- **Problem to work on**:
The number of lines below holding the string "text" is the only answer wanted.

- **Input records**:
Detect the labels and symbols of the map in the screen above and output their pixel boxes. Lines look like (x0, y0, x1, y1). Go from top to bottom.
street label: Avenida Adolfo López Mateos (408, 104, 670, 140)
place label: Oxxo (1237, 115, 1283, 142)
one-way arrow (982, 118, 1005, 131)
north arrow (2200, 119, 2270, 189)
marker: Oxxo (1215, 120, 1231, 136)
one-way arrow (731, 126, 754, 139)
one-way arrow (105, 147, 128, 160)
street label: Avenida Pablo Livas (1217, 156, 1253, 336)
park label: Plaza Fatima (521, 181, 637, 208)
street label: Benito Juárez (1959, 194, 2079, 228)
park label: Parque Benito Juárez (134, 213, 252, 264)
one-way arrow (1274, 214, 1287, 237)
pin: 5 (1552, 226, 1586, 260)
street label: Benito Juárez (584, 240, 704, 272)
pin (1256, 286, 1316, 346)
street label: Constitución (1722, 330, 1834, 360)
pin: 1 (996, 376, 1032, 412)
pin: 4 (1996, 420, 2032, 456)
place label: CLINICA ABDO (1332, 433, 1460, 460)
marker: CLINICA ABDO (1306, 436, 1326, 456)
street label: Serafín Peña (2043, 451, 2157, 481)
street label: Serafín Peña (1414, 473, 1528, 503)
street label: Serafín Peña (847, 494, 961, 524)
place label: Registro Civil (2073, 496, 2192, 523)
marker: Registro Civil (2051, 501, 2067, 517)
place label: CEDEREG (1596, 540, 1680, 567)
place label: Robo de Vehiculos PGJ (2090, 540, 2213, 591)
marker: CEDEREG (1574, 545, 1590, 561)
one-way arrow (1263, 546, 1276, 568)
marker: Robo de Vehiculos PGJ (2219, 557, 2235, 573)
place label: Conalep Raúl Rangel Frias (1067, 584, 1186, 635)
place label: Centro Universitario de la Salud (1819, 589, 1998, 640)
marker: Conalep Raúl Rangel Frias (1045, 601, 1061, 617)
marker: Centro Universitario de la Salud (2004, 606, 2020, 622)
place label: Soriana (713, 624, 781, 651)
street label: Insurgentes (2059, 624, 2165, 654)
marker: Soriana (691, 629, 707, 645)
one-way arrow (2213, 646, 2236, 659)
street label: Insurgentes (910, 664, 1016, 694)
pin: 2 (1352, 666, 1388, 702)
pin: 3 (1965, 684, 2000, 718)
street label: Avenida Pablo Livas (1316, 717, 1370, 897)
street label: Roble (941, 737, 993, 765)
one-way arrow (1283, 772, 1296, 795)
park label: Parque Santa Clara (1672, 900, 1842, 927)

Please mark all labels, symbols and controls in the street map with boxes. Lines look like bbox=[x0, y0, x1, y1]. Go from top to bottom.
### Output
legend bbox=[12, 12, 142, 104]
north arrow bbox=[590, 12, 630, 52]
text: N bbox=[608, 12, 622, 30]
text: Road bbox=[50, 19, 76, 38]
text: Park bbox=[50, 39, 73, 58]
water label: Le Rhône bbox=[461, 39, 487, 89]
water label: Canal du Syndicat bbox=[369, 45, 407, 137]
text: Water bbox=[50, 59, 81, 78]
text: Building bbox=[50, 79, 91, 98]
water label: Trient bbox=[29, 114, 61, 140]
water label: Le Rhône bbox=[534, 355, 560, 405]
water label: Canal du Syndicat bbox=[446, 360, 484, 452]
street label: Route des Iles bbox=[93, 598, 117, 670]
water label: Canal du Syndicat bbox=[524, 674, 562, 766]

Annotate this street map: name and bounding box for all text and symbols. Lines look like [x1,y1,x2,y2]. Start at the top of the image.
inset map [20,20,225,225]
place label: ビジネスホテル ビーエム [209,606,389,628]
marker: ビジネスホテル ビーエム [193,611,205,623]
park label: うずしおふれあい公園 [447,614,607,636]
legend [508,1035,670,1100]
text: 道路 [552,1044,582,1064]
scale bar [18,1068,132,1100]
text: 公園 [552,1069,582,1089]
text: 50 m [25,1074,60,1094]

- **Task answer**:
9